A follow up Q from: CUDA: Calling a __device__ function from a kernel
I’m trying to speed up a sort operation. A simplified pseudo version follows:
// some costly swap operation
__device__ swap(float* ptrA, float* ptrB){
float saveData; // swap some
saveData= *Adata; // big complex
*Adata= *Bdata // data chunk
*Bdata= saveData;
}
// a rather simple sort operation
__global__ sort(float data[]){
for (i=0; i<limit: i++){
find left swap point
find right swap point
swap<<<1,1>>>(left, right);
}
}
(Note: This simple version doesn’t show the reduction techniques in the blocks.)

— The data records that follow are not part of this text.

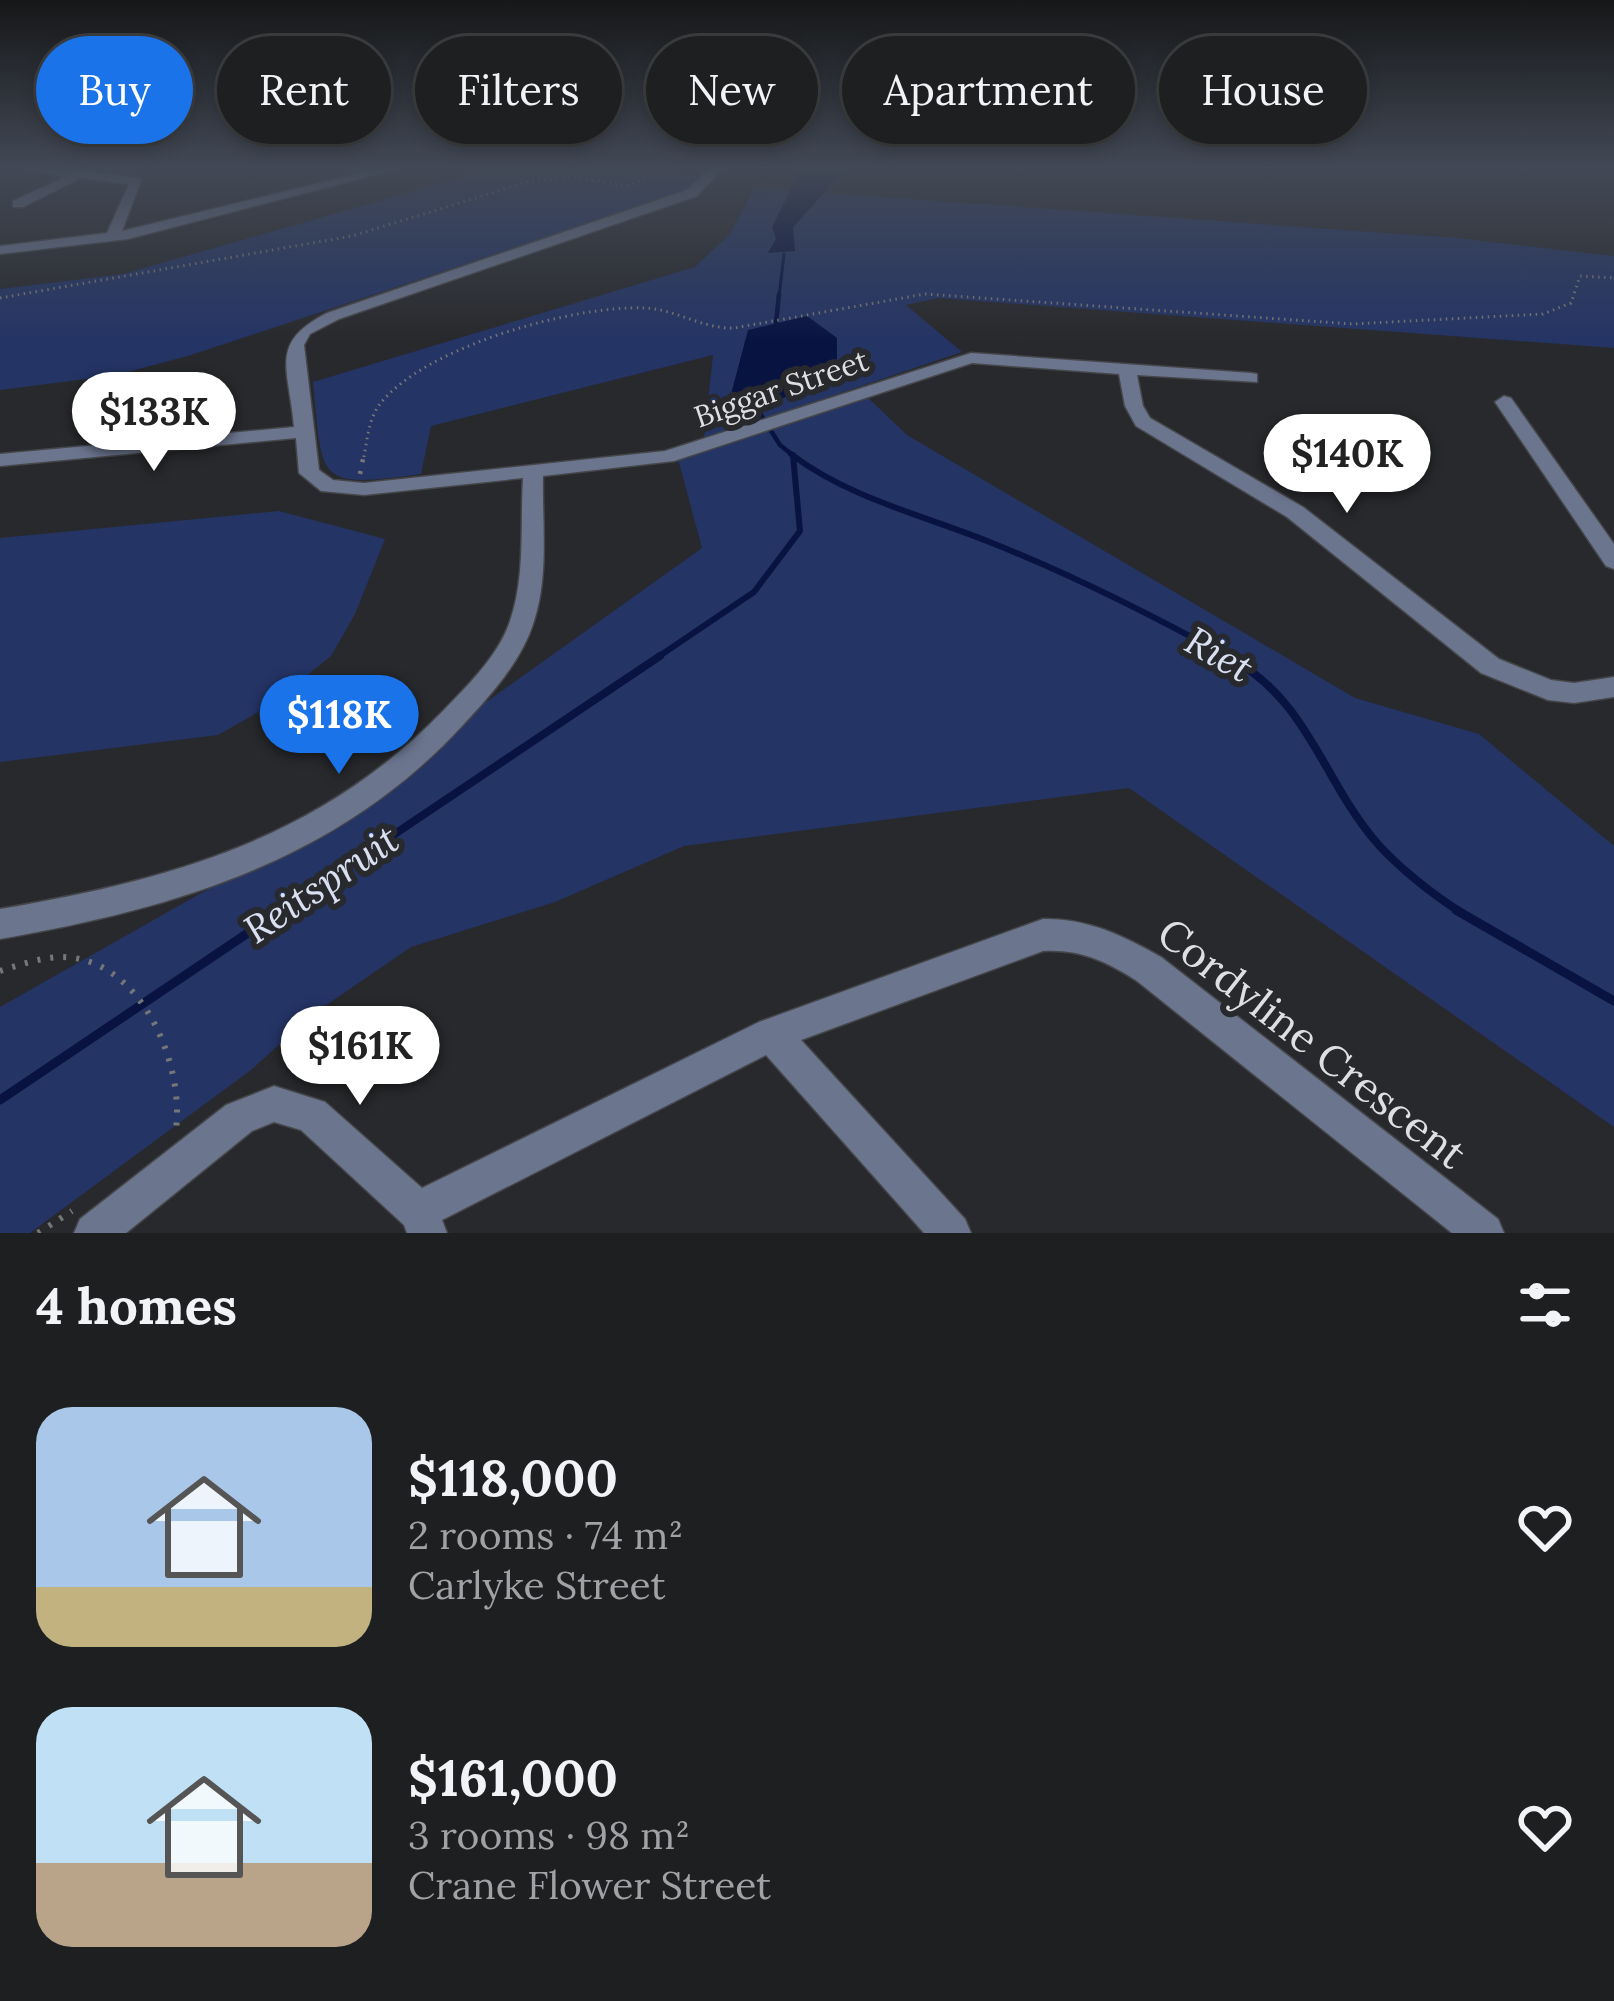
<!DOCTYPE html>
<html lang="en">
<head>
<meta charset="utf-8">
<style>
  body { margin:0; font-family:Lora,serif; background:#26272a; color:#f1f3f6; height:100vh; display:flex; flex-direction:column; font-size:45px; white-space:nowrap }
  * { box-sizing:border-box; margin:0 }
  p { font-size:39px; color:#a1a2a5 }
  .icon { flex:none; width:66px; height:66px; fill:none; stroke:currentColor; stroke-width:2; stroke-linecap:round; stroke-linejoin:round }
  .map { position:relative; height:1233px; overflow:hidden }
  .details { display:flex; flex-direction:column; background:#1e1f21; flex:1 }
  .details>* { flex:none }
  .guide { position:absolute; left:36px; top:36px; width:1542px; height:108px; display:flex; gap:24px }
  .price { position:absolute; translate:-50% -102px; padding:0 27px; border-radius:42px; background:#fff; color:#222; font-size:39px; line-height:78px; filter:drop-shadow(0 3px 6px #0008) }
  .price::after { content:''; position:absolute; left:50%; top:72px; width:36px; height:27px; margin-left:-18px; background:inherit; clip-path:polygon(0 0,100% 0,50% 100%) }
  .price.active { background:#1a73e8; color:#fff }
  ul { padding:0; list-style:none }
  li { display:flex; align-items:center; gap:36px; height:300px; padding:0 36px }
  li span { display:grid; place-items:center; flex:none; width:336px; height:240px; border-radius:36px; color:#555 }
  li>.icon { margin-inline-start:auto }
  span .icon { width:144px; height:144px; fill:#fffc; stroke-width:1 }
  li b { font-size:51px }
  h2 { display:flex; justify-content:space-between; align-items:center; height:144px; padding:0 36px; font-size:51px }
  .chip { padding:0 42px; border-radius:54px; background:#1e1f21; box-shadow:0 6px 18px #0003,0 0 0 3px #3c3d3f; font-size:42px; line-height:108px }
  .chip.active { background:#1a73e8; color:#fff }
  .map>svg:first-child { display:block }
  .green { fill:#243465 }
  .water { fill:#081342 }
  .lines { fill:none; stroke-linecap:round; stroke-linejoin:round }
  .stream-far4 { stroke:#081342; stroke-width:3 }
  .stream-far3 { stroke:#081342; stroke-width:4.5 }
  .stream-far2 { stroke:#081342; stroke-width:6 }
  .stream-far1 { stroke:#081342; stroke-width:8 }
  .stream { stroke:#081342; stroke-width:9 }
  .street-casing { stroke:#454649; stroke-width:3 }
  .path-far2 { stroke:#767779; stroke-width:3; stroke-dasharray:1.5 4.5; stroke-linecap:butt }
  .path-far1 { stroke:#767779; stroke-width:4.5; stroke-dasharray:3 9; stroke-linecap:butt }
  .path { stroke:#767779; stroke-width:6; stroke-dasharray:3 10; stroke-linecap:butt }
  .street { fill:#6b758e; fill-rule:evenodd }
  .labels { text-anchor:middle; dominant-baseline:central; stroke-width:12; stroke-linejoin:round; paint-order:stroke }
  .far-street-label { font-size:30px; fill:#dedfe1; stroke:#28292c }
  .water-label { font-size:39px; font-style:italic; fill:#d9e0f1; stroke:#28292c }
  .near-street-label { font-size:42px; fill:#dedfe1; stroke:#28292c }
</style>
</head>
<body>
<div class="map">
<svg width="1614" height="1233" viewBox="0 0 1614 1233">
  <rect width="100%" height="100%" fill="#28292c"/>
  <path class="green" d="M 564,169 L 704,177 L 689,190 L 191,355 L 117,375 L 0,390 L 0,289 L 123,274 L 485,171 Z
    M 755,188 L 1457,238 L 1614,256 L 1614,348 L 938,298 L 906,305 L 962,352 L 704,439 L 713,355 L 431,426 L 421,474 C 315,489 323,481 313,382 L 695,267 L 729,235 Z
    M 862,392 L 907,435 L 1355,698 L 1479,734 L 1614,846 L 1614,1127 L 1129,788 L 684,846 L 555,902 L 411,947 L 312,1015 L 251,1070 L 30,1233 L 0,1233 L 0,1007 L 286,845 L 702,548 L 677,455 Z
    M 279,511 L 385,539 L 355,614 L 331,656 L 269,706 L 218,735 L 0,762 L 0,538 Z"/>
  <path class="water" d="M 801,169 L 846,169 L 793,227 L 795,251 L 768,253 L 776,239 L 772,227 Z
    M 807,316 L 837,338 L 837,358 L 830,378 C 802,389 757,417 730,398 L 748,330 Z"/>
  <g class="lines">
    <path class="stream-far4" d="M 779,297 L 784,254"/>
    <path class="stream-far3" d="M 776,323 L 779,294
      M 754,404 L 780,445 L 795,457"/>
    <path class="stream-far2" d="M 791,454 C 848,498 926,516 992,543 C 1075,576 1154,616 1232,659
      M 655,659 L 754,592 L 800,531 L 793,455"/>
    <path class="stream-far1" d="M 1227,656 C 1309,700 1320,776 1376,842 C 1398,867 1433,895 1462,913
      M 277,913 L 660,656"/>
    <path class="stream" d="M 1456,910 L 1614,1001
      M 0,1100 L 282,910"/>
    <g class="street-casing">
      <path id="street" d="M 26,169 L 64,169 L 142,178 L 122,231 L 377,169 L 398,169 L 128,239 L 0,254 L 0,246 L 107,233 L 129,184 L 81,178 L 23,207 L 13,207 L 13,201 L 65,177 Z
        M 709,169 L 722,169 L 697,196 L 339,319 L 310,334 L 304,345 L 319,470 L 333,480 L 364,483 L 665,451 L 971,353 L 1251,373 L 1257,374 L 1257,382 L 1137,375 L 1143,406 L 1150,418 L 1303,507 L 1499,659 L 1551,680 L 1574,683 L 1614,677 L 1614,697 L 1574,703 L 1548,700 L 1481,673 L 1287,517 L 1136,426 L 1125,406 L 1119,374 L 972,363 L 674,461 L 543,476 C 542,524 549,575 534,621 C 522,661 490,696 462,726 C 337,861 176,908 0,939 L 0,909 C 170,880 319,839 443,711 C 467,686 497,657 509,624 C 526,578 520,526 523,478 L 364,495 L 321,491 L 299,473 L 296,438 L 0,466 L 0,454 L 294,427 C 289,368 268,343 327,313 L 687,190 Z
        M 1504,396 L 1511,398 L 1614,544 L 1614,569 L 1606,566 L 1495,402 Z
        M 1043,919 C 1087,918 1124,936 1161,957 L 1498,1219 L 1504,1233 L 1452,1233 L 1137,981 C 1106,961 1080,949 1043,951 L 801,1040 L 965,1219 L 971,1233 L 924,1233 L 766,1055 L 442,1220 L 447,1233 L 407,1233 L 404,1225 L 301,1130 L 274,1122 L 252,1131 L 126,1233 L 74,1233 L 80,1219 L 226,1105 L 274,1086 L 325,1102 L 422,1188 L 759,1022 Z"/>
    </g>
    <path class="path-far2" d="M 0,298 L 352,236 L 531,181 L 570,177 L 629,186 L 663,169
      M 364,457 C 367,440 369,418 380,404 C 424,347 574,305 644,308 C 676,309 702,329 734,328 L 925,294 L 1352,324 L 1543,314 L 1571,303 L 1580,276 L 1614,278"/>
    <path class="path-far1" d="M 360,474 L 364,454"/>
    <path class="path" d="M 0,971 C 23,964 49,954 74,958 C 145,968 184,1067 176,1129
      M 38,1233 L 72,1211"/>
    <use href="#street" class="street"/>
  </g>
  <linearGradient id="sky" x2="0" y2="1"><stop stop-color="#161718"/><stop offset="0.49" stop-color="#424956"/><stop offset="1" stop-color="#424956" stop-opacity="0"/></linearGradient>
  <rect width="1614" height="342" fill="url(#sky)"/>
  <g class="labels">
    <g class="far-street-label">
      <text transform="translate(781 388) rotate(-19)">Biggar Street</text>
    </g>
    <g class="water-label">
      <text transform="translate(1219 654) rotate(30)">Riet</text>
      <text transform="translate(321 884) rotate(-34)">Reitspruit</text>
    </g>
    <g class="near-street-label">
      <text transform="translate(1312 1043) rotate(38)">Cordyline Crescent</text>
    </g>
  </g>
</svg>
<b class="price" style="left:154px;top:474px">$133K</b>
<b class="price" style="left:1347px;top:516px">$140K</b>
<b class="price active" style="left:339px;top:777px">$118K</b>
<b class="price" style="left:360px;top:1108px">$161K</b>
<div class="guide">
<a class="chip active">Buy</a>
<a class="chip">Rent</a>
<a class="chip">Filters</a>
<a class="chip">New</a>
<a class="chip">Apartment</a>
<a class="chip">House</a>
</div>
</div>
<section class="details">
<h2>4 homes<svg class="icon" aria-label="filters" viewBox="0 0 24 24"><path d="M4 7h16M4 17h16"/><circle cx="9" cy="7" r="2"/><circle cx="15" cy="17" r="2"/></svg></h2>
<ul>
<li><span style="background:linear-gradient(#a9c7e8 75%,#c2b280 0)"><svg class="icon" aria-label="home" viewBox="0 0 24 24"><path d="M3 11l9-7 9 7M6 9v11h12V9"/></svg></span><div><b>$118,000</b><p>2 rooms · 74 m²</p><p>Carlyke Street</p></div><svg class="icon" aria-label="heart" viewBox="0 0 24 24"><path d="M12 20l-8-8c-3-5 5-10 8-4 3-6 11-1 8 4z"/></svg></li>
<li><span style="background:linear-gradient(#bfe0f5 65%,#b9a48a 0)"><svg class="icon" aria-label="home" viewBox="0 0 24 24"><path d="M3 11l9-7 9 7M6 9v11h12V9"/></svg></span><div><b>$161,000</b><p>3 rooms · 98 m²</p><p>Crane Flower Street</p></div><svg class="icon" aria-label="heart" viewBox="0 0 24 24"><path d="M12 20l-8-8c-3-5 5-10 8-4 3-6 11-1 8 4z"/></svg></li>
</ul>
</section>
</body>
</html>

The idea is that it is easy (fast) to identify the swap points. The swap operation is costly (slow). So use one block to find/identify the swap points. Use other blocks to do the swap operations. i.e. Do the actual swapping in parallel.
This sounds like a decent plan. But if the compiler in-lines the device calls, then there is no parallel swapping taking place.
Is there a way to tell the compiler to NOT in-line a device call?
Edit (2016):
Dynamic parallelism was introduced in the second generation of Kepler architecture GPUs. Launching kernels in the device is supported on compute capability 3.5 and higher devices.
Original Answer:
You will have to wait until the end of the year when the next generation of hardware is available. No current CUDA devices can launch kernels from other kernels – it is presently unsupported.